Business insurance can cover a wide range of risks, including property damage, liability, and worker injuries. For instance, if a fire were to break out in a manufacturing facility and destroy equipment or inventory, commercial insurance could cover the costs of replacing or repairing the damages. Similarly, if a worker were to be injured on the job, business insurance could cover medical expenses and lost wages.

In addition to protecting against physical damages, insurance can also provide financial protection against legal liabilities. If a customer were to sue a manufacturing business for a faulty product, the commercial insurance could cover the costs of legal fees and settlements.

Overall, insurance is essential for the manufacturing industry as it helps to mitigate risks and protect against unexpected costs. Without it, businesses in the industry could face financial ruin in the event of an accident or lawsuit.

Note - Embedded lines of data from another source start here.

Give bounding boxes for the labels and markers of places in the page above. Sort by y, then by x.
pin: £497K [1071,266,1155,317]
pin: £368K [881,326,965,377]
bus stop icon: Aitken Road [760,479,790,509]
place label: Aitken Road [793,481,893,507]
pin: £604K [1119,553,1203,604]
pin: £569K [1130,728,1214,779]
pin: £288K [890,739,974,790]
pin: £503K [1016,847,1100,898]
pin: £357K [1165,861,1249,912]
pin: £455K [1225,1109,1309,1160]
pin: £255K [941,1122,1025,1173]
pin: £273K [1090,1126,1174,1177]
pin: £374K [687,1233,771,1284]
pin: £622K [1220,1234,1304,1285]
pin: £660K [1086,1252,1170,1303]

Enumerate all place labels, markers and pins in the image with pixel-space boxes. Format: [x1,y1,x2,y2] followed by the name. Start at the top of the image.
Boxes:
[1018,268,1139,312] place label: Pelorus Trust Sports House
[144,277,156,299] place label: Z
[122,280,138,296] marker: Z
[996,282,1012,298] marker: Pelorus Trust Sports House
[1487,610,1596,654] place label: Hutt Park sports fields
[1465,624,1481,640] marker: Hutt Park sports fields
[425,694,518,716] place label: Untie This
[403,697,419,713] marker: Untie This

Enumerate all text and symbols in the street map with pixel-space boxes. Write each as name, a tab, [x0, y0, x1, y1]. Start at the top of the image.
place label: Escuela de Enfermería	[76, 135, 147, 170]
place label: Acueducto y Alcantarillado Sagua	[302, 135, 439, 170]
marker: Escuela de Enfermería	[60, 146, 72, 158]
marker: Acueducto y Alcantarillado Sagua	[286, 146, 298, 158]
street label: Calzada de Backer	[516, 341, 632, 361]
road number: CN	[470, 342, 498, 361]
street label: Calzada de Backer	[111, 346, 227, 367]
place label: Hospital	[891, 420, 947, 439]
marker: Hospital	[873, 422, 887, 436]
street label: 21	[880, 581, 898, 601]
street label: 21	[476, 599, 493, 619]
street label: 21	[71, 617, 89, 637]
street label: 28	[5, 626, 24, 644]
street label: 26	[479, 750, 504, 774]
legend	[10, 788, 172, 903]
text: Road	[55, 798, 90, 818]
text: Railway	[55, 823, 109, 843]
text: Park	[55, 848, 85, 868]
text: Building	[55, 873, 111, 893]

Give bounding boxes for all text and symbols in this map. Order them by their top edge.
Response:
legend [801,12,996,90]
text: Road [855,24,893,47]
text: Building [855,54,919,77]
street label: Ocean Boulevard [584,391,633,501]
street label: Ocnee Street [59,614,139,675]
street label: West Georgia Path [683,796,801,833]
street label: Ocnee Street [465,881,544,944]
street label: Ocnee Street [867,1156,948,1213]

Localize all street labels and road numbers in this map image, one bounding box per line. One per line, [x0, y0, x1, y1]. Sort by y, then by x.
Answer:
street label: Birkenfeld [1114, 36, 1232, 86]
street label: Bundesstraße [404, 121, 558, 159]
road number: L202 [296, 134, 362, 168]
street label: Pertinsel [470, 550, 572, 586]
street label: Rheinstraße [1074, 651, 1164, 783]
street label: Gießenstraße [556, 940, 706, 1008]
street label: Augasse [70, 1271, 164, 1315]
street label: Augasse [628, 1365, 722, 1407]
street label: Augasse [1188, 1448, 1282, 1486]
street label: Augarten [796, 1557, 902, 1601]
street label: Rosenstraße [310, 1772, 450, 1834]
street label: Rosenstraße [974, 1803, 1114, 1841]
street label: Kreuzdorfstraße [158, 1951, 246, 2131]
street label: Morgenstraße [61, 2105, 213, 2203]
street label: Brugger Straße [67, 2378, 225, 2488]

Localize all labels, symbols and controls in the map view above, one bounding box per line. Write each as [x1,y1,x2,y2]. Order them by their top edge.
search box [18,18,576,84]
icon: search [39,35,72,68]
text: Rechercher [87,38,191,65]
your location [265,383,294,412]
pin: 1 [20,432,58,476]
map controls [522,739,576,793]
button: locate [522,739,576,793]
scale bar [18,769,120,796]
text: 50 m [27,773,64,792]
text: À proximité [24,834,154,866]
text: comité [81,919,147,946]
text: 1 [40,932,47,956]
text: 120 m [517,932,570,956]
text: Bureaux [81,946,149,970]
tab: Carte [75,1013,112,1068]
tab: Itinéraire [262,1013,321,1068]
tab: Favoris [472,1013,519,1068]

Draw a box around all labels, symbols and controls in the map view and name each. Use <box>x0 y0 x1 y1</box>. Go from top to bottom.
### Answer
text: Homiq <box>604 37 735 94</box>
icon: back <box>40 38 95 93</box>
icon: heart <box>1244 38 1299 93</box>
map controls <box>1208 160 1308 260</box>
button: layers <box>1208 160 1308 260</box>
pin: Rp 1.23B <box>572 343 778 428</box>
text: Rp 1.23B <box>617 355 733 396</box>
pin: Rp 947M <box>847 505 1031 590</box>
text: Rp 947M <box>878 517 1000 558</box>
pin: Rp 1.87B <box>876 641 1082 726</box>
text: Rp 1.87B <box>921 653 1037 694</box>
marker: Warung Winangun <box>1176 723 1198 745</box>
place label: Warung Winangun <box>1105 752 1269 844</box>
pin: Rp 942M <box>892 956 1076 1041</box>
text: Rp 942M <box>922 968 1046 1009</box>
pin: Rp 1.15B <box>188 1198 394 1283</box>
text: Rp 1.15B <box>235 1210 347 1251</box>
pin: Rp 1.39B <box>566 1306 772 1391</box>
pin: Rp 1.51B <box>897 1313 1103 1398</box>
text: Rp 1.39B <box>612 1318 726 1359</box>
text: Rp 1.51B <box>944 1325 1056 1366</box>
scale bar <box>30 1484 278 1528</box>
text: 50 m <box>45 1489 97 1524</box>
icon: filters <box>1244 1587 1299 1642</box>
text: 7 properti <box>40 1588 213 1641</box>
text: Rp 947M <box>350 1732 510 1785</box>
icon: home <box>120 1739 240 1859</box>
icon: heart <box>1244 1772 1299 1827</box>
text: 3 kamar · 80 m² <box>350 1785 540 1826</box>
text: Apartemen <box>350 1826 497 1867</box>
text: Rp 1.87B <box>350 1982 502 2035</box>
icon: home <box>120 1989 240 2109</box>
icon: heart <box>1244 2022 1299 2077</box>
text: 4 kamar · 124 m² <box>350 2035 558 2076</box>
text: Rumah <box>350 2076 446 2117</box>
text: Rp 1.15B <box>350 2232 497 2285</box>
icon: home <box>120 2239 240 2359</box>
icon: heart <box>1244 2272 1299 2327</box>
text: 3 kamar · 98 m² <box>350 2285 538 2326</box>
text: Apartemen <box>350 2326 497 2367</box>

Minimum recommended small business insurance coverage: Building, Business Personal Property, Business Income with Extra Expense, Equipment Breakdown, Employee Dishonesty, Accounts Receivable, Computers, Goods in Transit, Valuable Papers and Records, General Liability, Employee Benefits Liability, Environmental Impairment Liability, Umbrella Liability, Hired and Non-owned Auto Liability & Workers Compensation.

Other commercial insurance policies to consider: Earthquake, Flood, Cyber Liability, Employment-related Practices Liability, Business Auto Liability and Physical Damage and Stop Gap Liability.